Adam Chauncey is as green as a lawyer can get, occupying the lowest rung on the ladder at Smithson and Dwyer, one of the toniest firms in Chicago. He’s invited to lunch by a senior partner, Bill Evans, a strange request that sparks another: The veteran attorney asks Adam to become a co-executor of a will he’s in charge of and refuses to name the document’s author. Naïve and quick to please a superior, Adam reflexively agrees. Suddenly, when Evans shows signs of cognitive diminishment and steps aside, Adam finds himself in charge of a will that represents a considerable estate, one formerly owned by Percy Landsman. The will is complex and peculiar—Percy has left much of his largesse to his estranged brother, Eric, and mentions his “original birth family.” Adam discovers Percy was the product of an illicit affair between an unknown father and a Latine house maid. With tantalizing suspense, Gilbert follows Adam’s gathering suspicions that something is amiss at his own firm, especially when he finds, with the help of Sally Warren—a paralegal for whom he develops romantic affections—a copy of the will. The duplicate document features contradictory scrawled notes. When he turns to his bosses for clarity, he encounters a “conspiracy of silence” or vague threats.

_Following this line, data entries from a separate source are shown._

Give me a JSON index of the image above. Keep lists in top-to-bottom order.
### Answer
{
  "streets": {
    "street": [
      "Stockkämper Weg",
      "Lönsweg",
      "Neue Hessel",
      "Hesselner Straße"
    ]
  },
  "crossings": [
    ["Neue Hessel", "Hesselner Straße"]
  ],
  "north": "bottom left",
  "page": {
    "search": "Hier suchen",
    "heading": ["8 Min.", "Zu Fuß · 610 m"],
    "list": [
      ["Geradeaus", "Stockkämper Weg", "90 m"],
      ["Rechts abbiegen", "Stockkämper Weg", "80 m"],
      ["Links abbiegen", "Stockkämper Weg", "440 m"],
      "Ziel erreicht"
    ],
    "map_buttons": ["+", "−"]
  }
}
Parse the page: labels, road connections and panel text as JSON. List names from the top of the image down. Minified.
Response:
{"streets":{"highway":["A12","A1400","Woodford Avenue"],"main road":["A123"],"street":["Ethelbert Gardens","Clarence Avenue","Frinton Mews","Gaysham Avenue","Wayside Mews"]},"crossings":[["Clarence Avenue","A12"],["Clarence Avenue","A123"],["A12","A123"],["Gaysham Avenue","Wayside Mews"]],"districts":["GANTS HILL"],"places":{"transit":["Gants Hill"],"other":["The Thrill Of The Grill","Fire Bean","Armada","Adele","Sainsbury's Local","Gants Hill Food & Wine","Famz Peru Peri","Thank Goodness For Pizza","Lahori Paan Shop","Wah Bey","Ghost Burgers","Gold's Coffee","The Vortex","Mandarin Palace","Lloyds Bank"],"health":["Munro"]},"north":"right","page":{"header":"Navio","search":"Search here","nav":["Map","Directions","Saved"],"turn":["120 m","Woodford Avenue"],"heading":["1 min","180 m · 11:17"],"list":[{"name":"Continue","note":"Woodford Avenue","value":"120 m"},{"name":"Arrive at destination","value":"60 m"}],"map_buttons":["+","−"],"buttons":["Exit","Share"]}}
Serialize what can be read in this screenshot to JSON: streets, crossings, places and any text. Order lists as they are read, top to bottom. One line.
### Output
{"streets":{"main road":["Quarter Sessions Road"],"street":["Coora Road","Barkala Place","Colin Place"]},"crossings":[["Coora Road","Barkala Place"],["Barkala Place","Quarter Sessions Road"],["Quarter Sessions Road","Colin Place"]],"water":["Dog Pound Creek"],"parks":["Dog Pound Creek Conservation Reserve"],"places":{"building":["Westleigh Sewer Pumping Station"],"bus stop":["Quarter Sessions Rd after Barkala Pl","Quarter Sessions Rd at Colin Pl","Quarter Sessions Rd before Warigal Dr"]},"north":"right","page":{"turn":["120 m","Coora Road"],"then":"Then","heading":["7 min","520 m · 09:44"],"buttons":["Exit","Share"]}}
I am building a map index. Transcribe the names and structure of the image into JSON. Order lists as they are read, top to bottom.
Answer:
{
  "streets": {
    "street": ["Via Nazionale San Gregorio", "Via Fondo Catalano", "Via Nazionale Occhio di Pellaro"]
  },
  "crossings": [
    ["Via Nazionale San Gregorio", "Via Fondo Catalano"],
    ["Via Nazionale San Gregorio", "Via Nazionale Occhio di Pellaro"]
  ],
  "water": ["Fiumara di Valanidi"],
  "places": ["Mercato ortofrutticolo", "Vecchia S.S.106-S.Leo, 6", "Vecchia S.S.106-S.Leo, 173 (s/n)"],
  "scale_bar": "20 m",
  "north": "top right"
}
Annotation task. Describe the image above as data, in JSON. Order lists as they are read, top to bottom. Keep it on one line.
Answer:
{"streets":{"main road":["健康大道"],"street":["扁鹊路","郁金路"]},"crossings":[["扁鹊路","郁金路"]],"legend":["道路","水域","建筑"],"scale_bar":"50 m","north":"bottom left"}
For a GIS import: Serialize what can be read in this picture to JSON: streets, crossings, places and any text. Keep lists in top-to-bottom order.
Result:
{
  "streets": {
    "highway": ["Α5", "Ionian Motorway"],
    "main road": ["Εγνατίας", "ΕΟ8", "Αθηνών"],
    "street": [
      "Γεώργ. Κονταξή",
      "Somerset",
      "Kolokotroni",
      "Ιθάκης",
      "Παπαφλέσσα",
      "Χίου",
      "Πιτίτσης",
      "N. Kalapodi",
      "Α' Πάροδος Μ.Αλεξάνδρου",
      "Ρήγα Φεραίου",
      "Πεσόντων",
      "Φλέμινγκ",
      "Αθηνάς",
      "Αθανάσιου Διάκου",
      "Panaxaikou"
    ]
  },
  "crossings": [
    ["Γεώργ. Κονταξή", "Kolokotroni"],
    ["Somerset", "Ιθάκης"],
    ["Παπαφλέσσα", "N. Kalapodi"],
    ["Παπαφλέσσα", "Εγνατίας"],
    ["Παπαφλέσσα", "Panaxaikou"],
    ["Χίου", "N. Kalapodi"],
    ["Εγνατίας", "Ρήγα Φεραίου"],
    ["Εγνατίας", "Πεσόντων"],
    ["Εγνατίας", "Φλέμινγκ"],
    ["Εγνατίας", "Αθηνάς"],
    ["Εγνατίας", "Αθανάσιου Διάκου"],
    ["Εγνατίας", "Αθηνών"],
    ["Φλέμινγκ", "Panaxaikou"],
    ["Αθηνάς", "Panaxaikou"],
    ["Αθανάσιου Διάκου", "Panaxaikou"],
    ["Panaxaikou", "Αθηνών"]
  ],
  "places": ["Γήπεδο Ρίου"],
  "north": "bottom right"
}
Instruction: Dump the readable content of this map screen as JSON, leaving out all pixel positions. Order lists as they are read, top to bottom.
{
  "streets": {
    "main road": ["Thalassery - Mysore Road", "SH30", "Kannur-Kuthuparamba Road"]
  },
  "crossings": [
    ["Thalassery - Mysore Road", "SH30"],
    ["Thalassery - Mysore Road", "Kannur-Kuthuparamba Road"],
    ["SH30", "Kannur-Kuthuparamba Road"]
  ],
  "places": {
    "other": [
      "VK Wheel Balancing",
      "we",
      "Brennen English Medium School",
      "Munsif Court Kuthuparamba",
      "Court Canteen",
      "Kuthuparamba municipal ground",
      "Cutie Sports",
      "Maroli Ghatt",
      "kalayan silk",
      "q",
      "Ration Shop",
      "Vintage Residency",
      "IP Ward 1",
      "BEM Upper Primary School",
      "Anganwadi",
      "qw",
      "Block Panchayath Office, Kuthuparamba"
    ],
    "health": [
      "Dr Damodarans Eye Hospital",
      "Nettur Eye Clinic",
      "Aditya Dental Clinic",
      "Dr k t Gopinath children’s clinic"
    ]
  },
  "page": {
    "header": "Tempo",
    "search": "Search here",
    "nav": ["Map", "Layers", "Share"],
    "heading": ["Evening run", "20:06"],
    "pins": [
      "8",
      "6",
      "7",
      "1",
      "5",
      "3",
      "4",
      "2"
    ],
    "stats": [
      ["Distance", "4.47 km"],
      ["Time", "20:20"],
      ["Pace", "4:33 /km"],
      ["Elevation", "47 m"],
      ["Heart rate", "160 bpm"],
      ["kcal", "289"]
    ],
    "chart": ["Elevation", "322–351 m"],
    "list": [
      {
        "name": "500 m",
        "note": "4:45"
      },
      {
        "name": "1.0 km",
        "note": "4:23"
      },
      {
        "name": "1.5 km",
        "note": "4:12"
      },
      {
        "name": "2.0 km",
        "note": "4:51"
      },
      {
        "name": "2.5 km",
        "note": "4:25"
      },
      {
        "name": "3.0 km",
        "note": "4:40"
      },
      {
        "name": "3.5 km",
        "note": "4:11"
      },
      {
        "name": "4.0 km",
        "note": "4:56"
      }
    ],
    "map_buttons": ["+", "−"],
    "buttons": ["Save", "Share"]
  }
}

The author skillfully combines an utterly dark subject matter—the furtive exploitation of the dead—with generally lightsome prose and plenty of comic relief, often conveyed in the flirtatious banter between Adam and Sally. They are outsiders in this world of powerful privilege. With great delicacy, Gilbert explores the ways in which both of them are simultaneously (and contradictorily) repulsed by this cosmos and pine to belong to it. In fact, they’re eventually faced with a stark moral dilemma that compels them to choose either their upwardly mobile ambitions or their sense of decency. It’s intriguing to see Adam, an “innocent, gangly young lawyer,” transform from a callow dupe into a more mature man who reflects with depth on what motivates him. When Sally suggests he might be inspired by a sense of justice, he’s uncertain: “That’s a nice way of putting it, but I’m not sure of my motivation anymore, except that something bothered me from the start—and is still bothering me. I thought I had put it to rest. But I guess I hadn’t. And I don’t like the feeling.” While there’s obviously a potent moral dimension to Gilbert’s tale, this is not the literary expression of some stale lesson drawn from a catechism, or a simplistic parable offered in a professorial spirit of didacticism. The author avoids any hint of tendentious proselytizing or facile reductionism. This is a marvelous novella, piercingly intelligent yet thoroughly unpretentious.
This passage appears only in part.